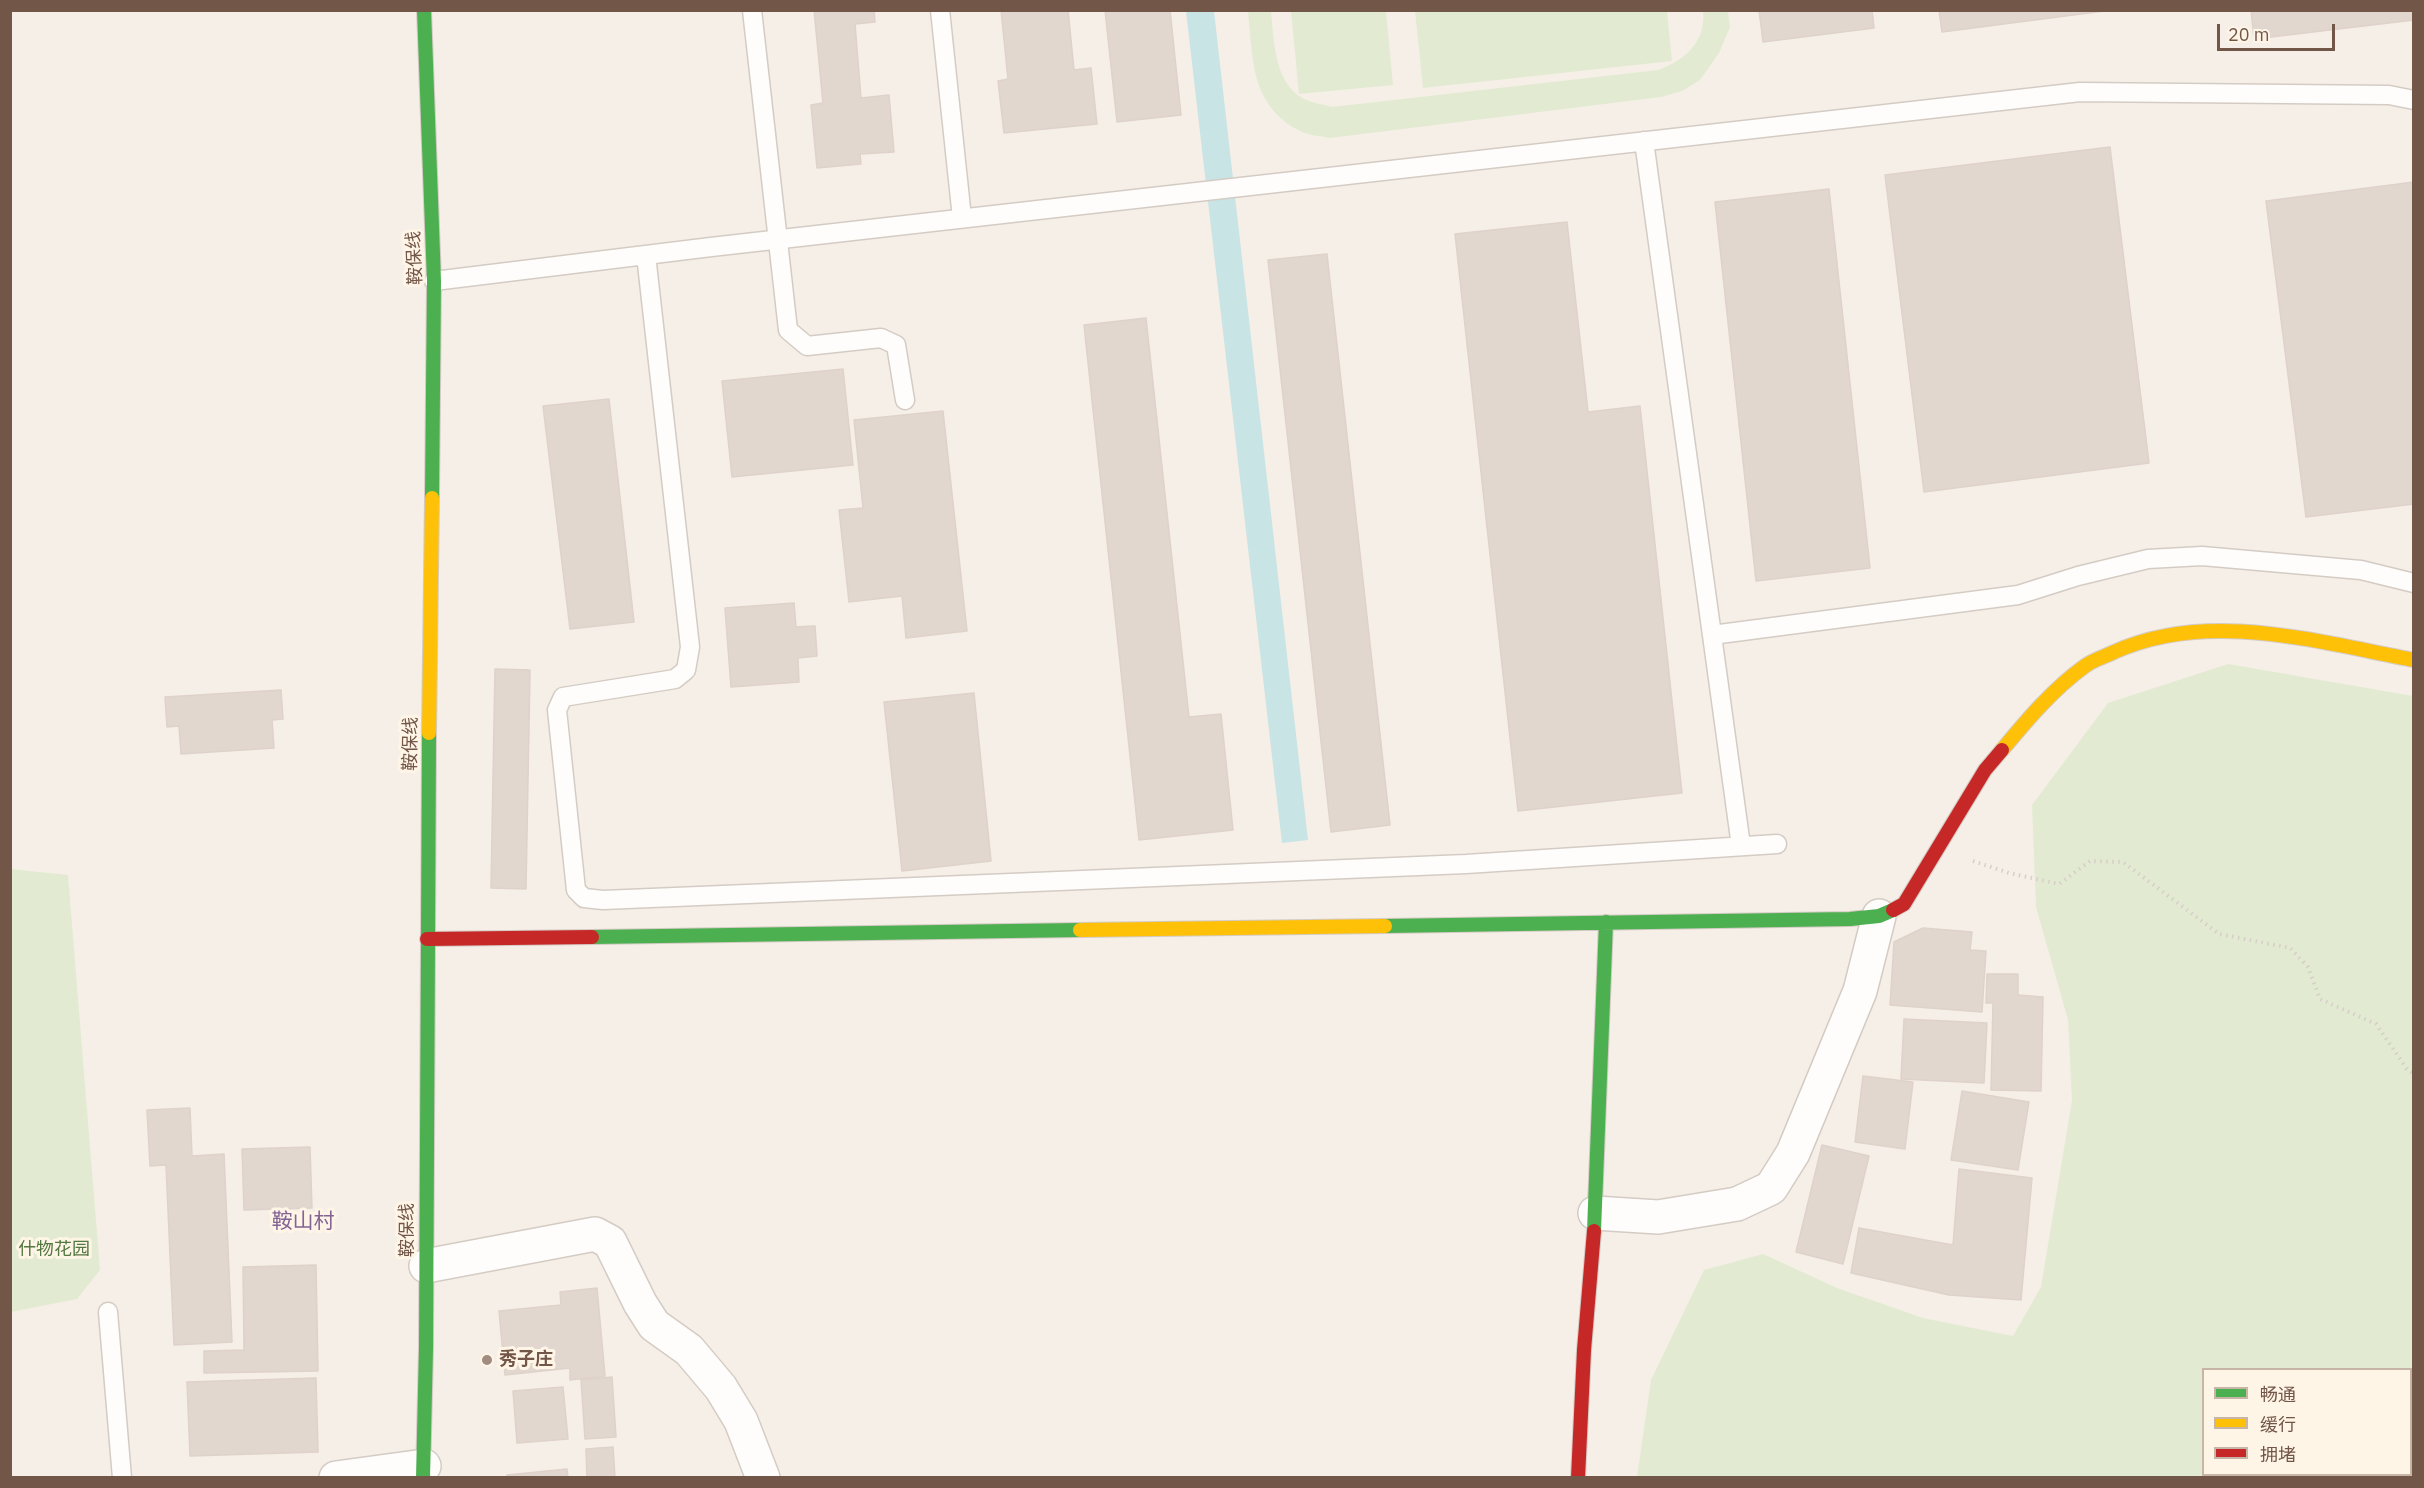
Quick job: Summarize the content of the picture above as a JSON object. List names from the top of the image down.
{
  "streets": {
    "street": ["鞍保线"]
  },
  "districts": ["鞍山村"],
  "parks": ["什物花园"],
  "places": ["秀子庄"],
  "legend": ["畅通", "缓行", "拥堵"],
  "scale_bar": "20 m"
}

**WHAT YOU ARE ASKED TO DO**. Minus its pictures, the full listing should be copied verbatim.

**ANSWER TO THIS EXERCISE**.
Quick job: Summarize the content of the picture above as a JSON object. List names from the top of the image down.
{
  "streets": {
    "street": ["鞍保线"]
  },
  "districts": ["鞍山村"],
  "parks": ["什物花园"],
  "places": ["秀子庄"],
  "legend": ["畅通", "缓行", "拥堵"],
  "scale_bar": "20 m"
}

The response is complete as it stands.